━━━ Records
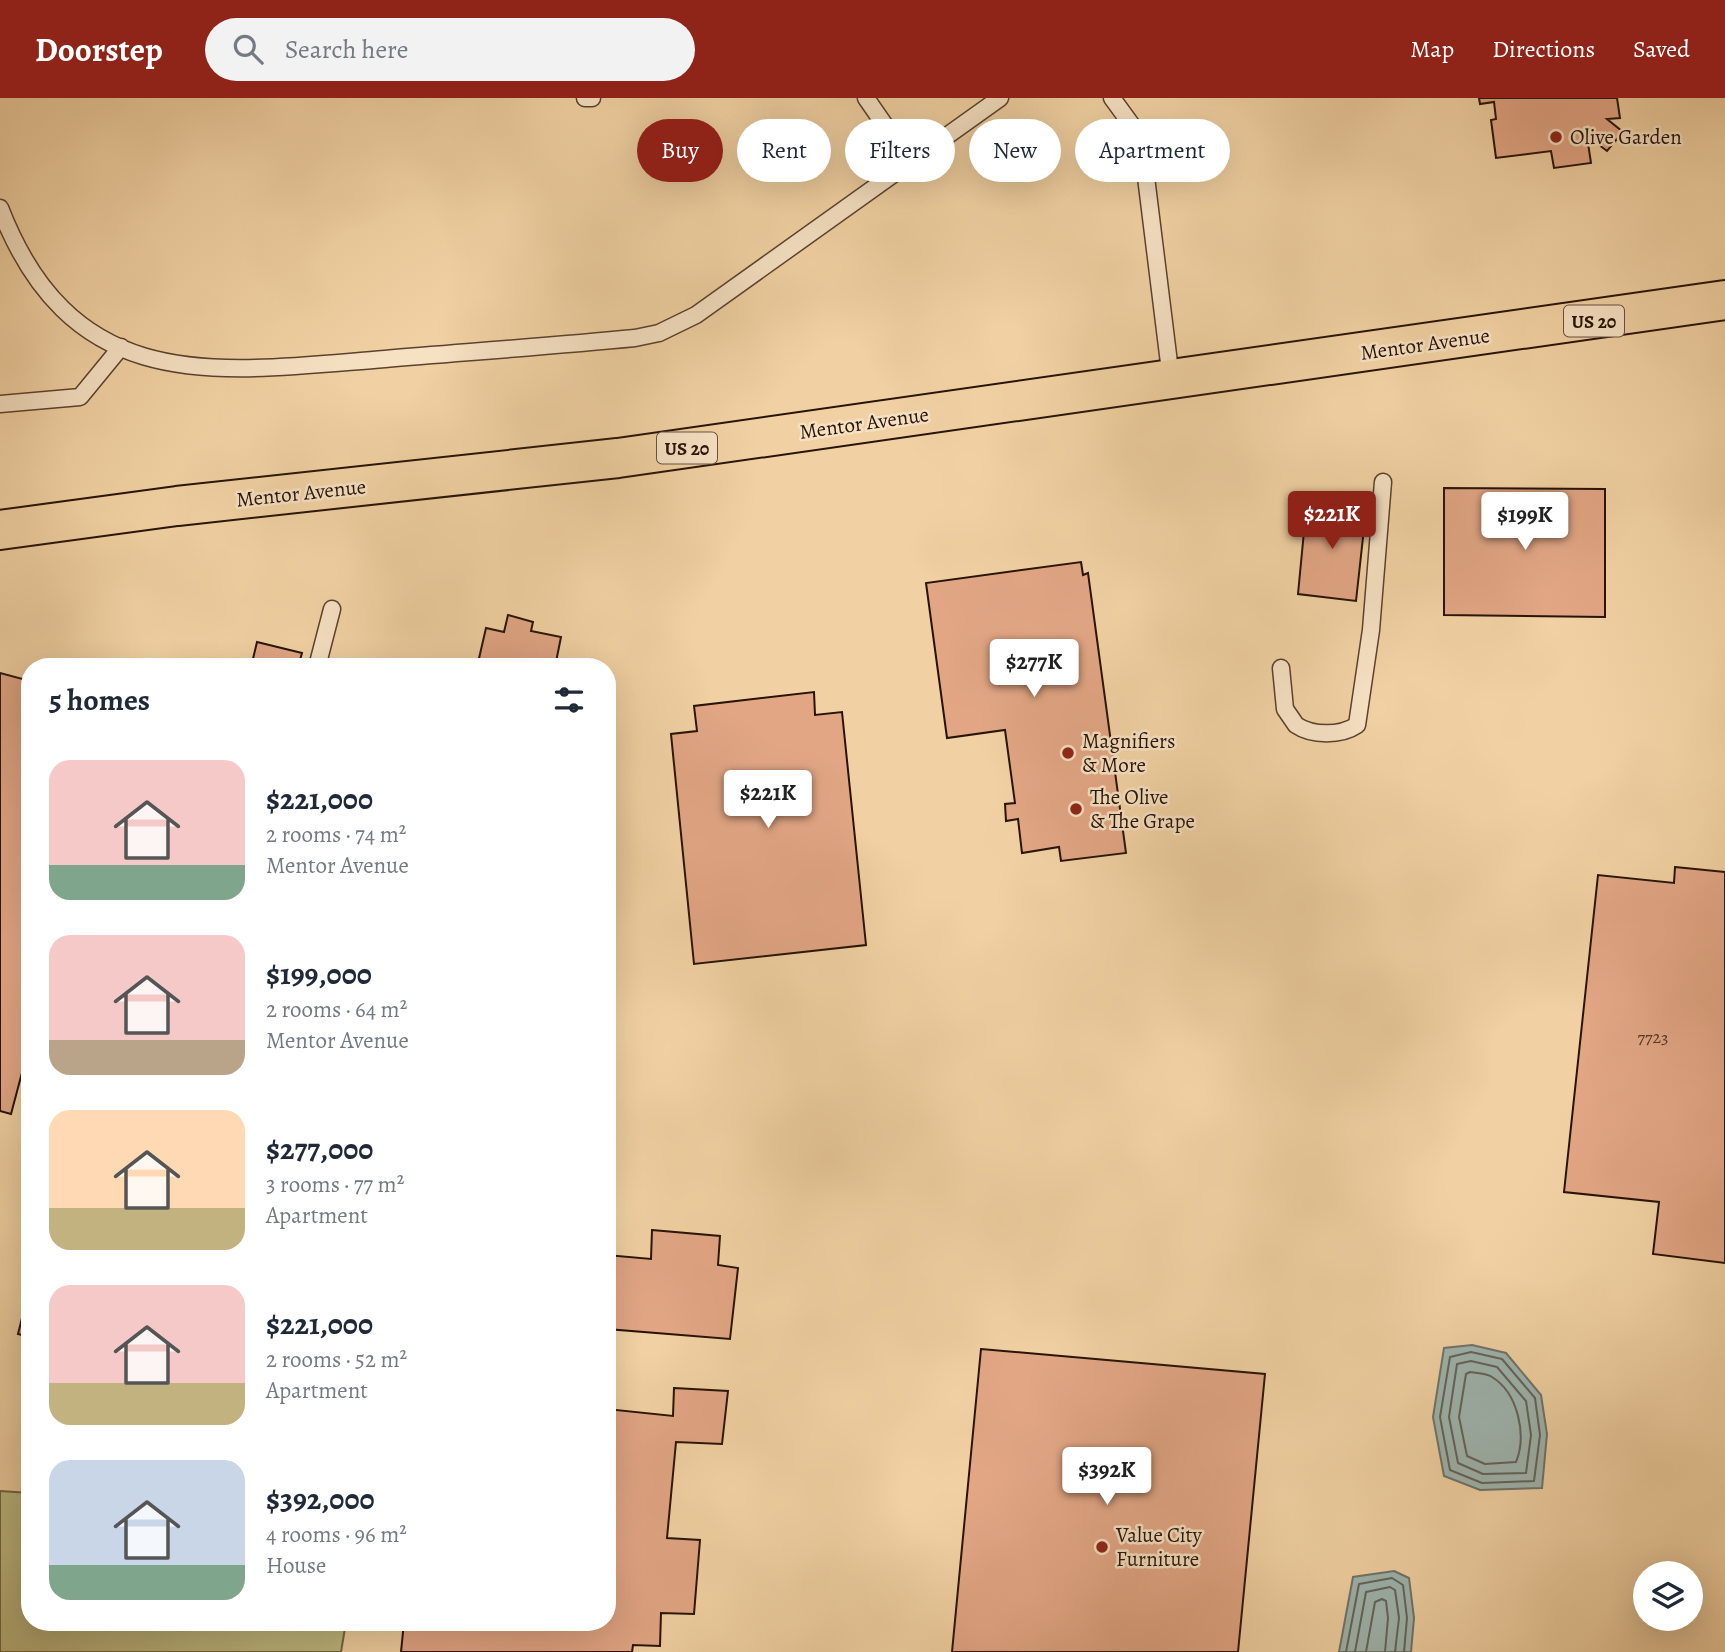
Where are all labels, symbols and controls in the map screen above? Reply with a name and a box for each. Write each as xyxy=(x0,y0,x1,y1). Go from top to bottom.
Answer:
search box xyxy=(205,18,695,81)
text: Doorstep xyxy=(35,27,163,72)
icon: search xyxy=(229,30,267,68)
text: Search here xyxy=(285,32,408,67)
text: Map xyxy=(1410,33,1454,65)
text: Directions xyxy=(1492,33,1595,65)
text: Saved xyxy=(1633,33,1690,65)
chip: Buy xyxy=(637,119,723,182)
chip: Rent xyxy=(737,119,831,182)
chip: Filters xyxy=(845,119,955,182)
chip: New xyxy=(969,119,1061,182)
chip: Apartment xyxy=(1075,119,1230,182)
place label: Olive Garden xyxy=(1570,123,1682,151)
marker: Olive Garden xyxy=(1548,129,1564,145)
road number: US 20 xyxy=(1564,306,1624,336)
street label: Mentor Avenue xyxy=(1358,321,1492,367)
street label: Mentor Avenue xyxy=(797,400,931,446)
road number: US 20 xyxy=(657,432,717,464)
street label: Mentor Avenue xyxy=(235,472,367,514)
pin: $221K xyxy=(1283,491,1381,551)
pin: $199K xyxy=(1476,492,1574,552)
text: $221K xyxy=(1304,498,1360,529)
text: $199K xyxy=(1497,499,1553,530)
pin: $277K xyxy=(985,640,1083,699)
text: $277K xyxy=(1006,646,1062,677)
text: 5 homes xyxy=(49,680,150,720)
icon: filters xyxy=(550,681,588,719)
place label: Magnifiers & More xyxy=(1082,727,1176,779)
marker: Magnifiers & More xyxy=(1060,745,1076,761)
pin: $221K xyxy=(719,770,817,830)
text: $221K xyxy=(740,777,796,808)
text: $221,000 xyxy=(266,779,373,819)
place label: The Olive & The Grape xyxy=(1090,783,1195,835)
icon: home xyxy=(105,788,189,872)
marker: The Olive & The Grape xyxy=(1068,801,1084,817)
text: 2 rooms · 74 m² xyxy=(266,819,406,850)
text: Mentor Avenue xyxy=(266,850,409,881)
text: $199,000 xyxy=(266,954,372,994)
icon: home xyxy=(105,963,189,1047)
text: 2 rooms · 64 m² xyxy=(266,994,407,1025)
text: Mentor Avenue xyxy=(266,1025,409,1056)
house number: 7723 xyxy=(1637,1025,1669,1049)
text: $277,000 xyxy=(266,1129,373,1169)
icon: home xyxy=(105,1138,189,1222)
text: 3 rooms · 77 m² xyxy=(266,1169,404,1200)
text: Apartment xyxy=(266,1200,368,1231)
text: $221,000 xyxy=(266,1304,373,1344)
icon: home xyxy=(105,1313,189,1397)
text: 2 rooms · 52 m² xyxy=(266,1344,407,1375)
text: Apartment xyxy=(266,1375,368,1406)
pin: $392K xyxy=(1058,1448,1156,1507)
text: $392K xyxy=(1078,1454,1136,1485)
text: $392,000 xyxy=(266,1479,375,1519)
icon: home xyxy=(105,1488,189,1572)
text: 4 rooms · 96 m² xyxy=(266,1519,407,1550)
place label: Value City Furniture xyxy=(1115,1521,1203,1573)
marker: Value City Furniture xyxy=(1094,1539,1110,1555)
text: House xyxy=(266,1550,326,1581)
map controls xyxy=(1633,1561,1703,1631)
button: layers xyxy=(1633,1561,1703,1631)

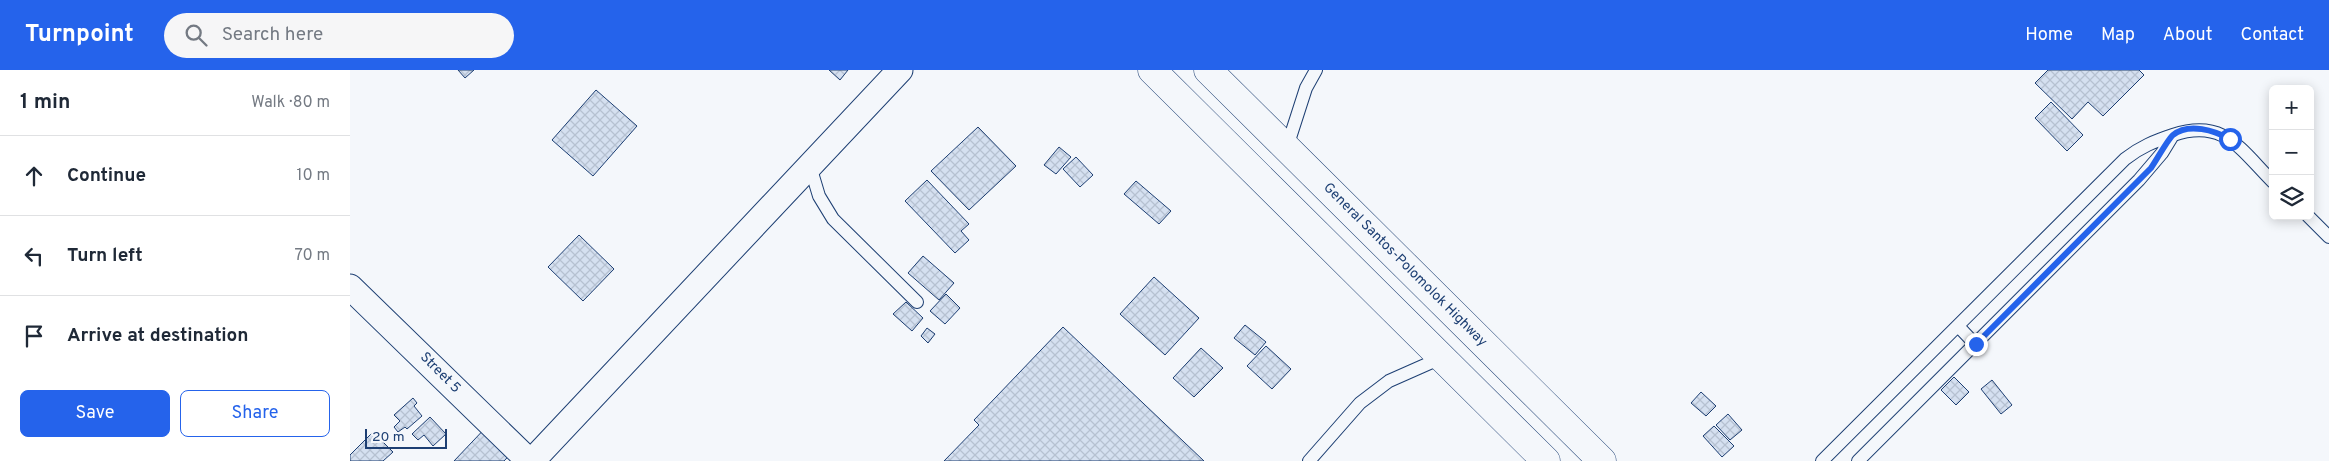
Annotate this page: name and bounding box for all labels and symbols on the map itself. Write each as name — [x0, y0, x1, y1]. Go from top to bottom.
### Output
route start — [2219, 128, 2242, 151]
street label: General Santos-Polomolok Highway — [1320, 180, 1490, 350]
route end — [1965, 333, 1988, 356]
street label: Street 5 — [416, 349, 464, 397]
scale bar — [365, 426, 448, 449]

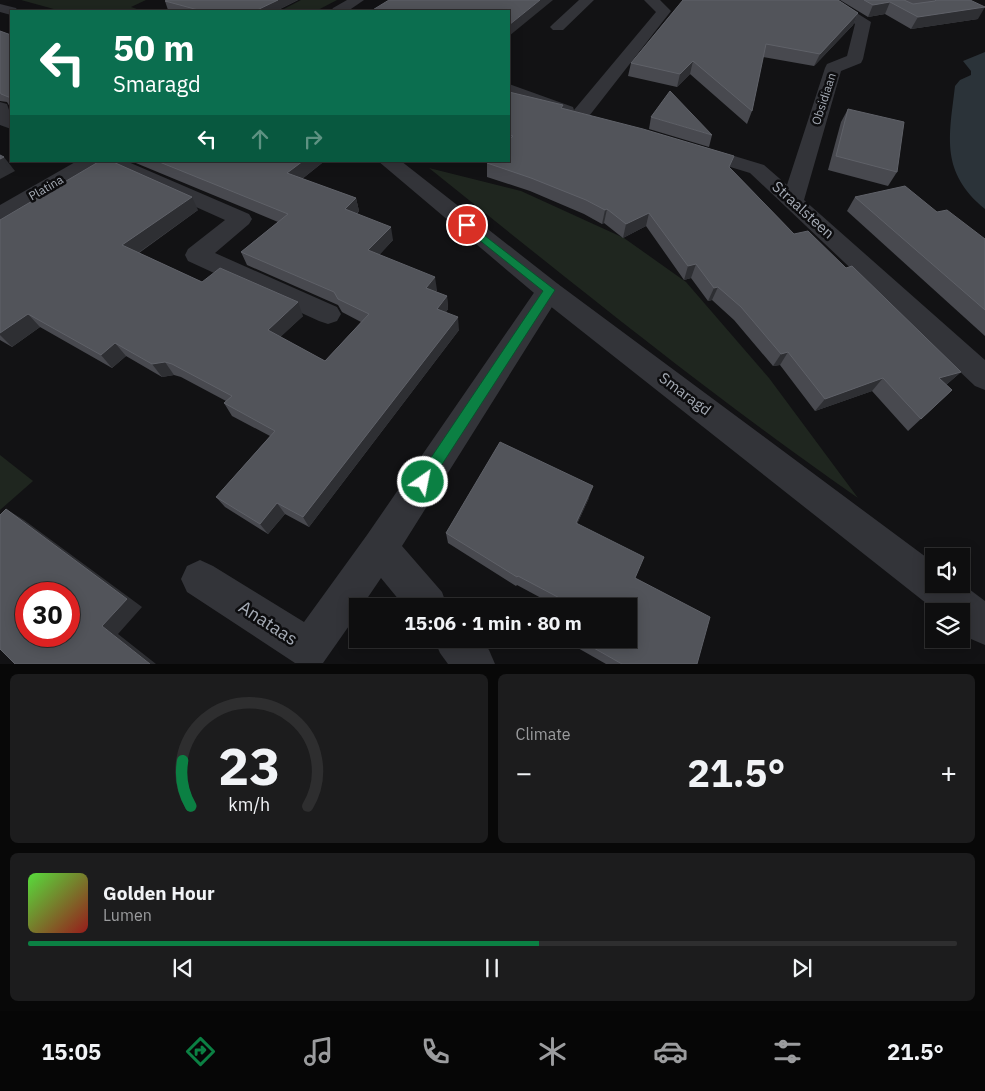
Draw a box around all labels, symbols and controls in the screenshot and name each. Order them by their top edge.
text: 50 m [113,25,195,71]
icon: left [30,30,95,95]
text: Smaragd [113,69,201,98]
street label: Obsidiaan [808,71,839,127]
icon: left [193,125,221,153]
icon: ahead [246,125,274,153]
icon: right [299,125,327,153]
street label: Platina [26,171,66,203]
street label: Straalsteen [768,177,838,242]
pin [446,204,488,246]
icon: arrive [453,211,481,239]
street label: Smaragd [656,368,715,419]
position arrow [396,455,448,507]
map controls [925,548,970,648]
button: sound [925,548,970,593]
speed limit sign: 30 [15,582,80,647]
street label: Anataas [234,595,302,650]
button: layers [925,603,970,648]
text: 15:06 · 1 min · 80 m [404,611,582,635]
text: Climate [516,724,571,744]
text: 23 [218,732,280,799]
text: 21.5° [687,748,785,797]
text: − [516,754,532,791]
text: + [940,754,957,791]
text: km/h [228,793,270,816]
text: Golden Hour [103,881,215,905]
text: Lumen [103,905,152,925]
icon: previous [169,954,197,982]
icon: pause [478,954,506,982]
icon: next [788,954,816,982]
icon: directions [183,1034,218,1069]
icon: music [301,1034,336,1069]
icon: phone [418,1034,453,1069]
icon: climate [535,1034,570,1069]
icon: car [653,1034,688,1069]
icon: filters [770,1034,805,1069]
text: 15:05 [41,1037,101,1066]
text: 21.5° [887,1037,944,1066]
━━━━━━
Work to complete => In the data above, how many lines hold the word "name"? Give only the number.

Task result => 3